Canadian culture has historically been influenced by British, French, and Aboriginal cultures and traditions. It has also been influenced by American culture because of its proximity and migration between the two countries. American media and entertainment are popular if not dominant in Canada; conversely, many Canadian cultural products and entertainers are successful in the US and worldwide. Many cultural products are marketed toward a unified "North American" or global market.
The creation and preservation of distinctly Canadian culture are supported by federal government programs, laws and institutions such as the Canadian Broadcasting Corporation (CBC), the National Film Board of Canada (NFB), and the Canadian Radio-television and Telecommunications Commission (CRTC).
Canada is a geographically vast and ethnically diverse country. There are cultural variations and distinctions from province to province and region to region. Canadian culture has also been greatly influenced by immigration from all over the world. Many Canadians value multiculturalism, and see Canadian culture as being inherently multicultural. Multicultural heritage is enshrined in Section 27 of the Canadian Charter of Rights and Freedoms.
National symbols are influenced by natural, historical, and First Nations sources. Particularly, the use of the maple leaf as a Canadian symbol dates back to the early 18th century and is depicted on its current and previous flags, the penny, and on the coat of arms. Other prominent symbols include the beaver, Canada goose, common loon, the Crown, and the RCMP.

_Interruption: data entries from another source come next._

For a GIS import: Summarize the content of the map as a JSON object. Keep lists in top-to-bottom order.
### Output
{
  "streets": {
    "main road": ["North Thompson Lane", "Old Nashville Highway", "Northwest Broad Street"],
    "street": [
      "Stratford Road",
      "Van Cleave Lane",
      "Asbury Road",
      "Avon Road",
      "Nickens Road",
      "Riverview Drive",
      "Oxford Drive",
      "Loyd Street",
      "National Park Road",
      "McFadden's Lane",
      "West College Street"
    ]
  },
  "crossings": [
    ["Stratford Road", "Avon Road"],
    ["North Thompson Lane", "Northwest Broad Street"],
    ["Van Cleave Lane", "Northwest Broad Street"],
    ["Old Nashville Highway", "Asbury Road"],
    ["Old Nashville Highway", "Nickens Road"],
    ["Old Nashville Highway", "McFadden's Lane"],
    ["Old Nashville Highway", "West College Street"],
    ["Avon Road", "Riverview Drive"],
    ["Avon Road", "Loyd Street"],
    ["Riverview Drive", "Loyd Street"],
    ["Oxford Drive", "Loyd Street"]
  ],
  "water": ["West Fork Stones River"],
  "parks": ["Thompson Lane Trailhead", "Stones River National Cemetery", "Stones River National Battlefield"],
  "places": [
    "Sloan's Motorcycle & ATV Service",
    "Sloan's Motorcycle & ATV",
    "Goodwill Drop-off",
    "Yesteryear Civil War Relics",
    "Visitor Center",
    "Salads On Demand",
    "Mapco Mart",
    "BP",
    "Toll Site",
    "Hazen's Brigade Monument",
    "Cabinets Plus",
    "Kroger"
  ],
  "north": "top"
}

Canada's official national sports are ice hockey (winter) and lacrosse (summer). Hockey is a national pastime and the most popular spectator sport in the country. It is the most popular sport Canadians play, with 1.65 million active participants in 2004. Canada's six largest metropolitan areas - Toronto, Montreal, Vancouver, Ottawa, Calgary, and Edmonton - have franchises in the National Hockey League (NHL), and there are more Canadian players in the league than from all other countries combined. After hockey, other popular spectator sports include curling and football; the latter is played professionally in the Canadian Football League (CFL). Golf, baseball, skiing, soccer, volleyball, and basketball are widely played at youth and amateur levels, but professional leagues and franchises are not as widespread. Canada recently hosted the 2007 FIFA U-20 World Cup, and will host the 2010 Winter Olympics in Vancouver and Whistler, British Columbia.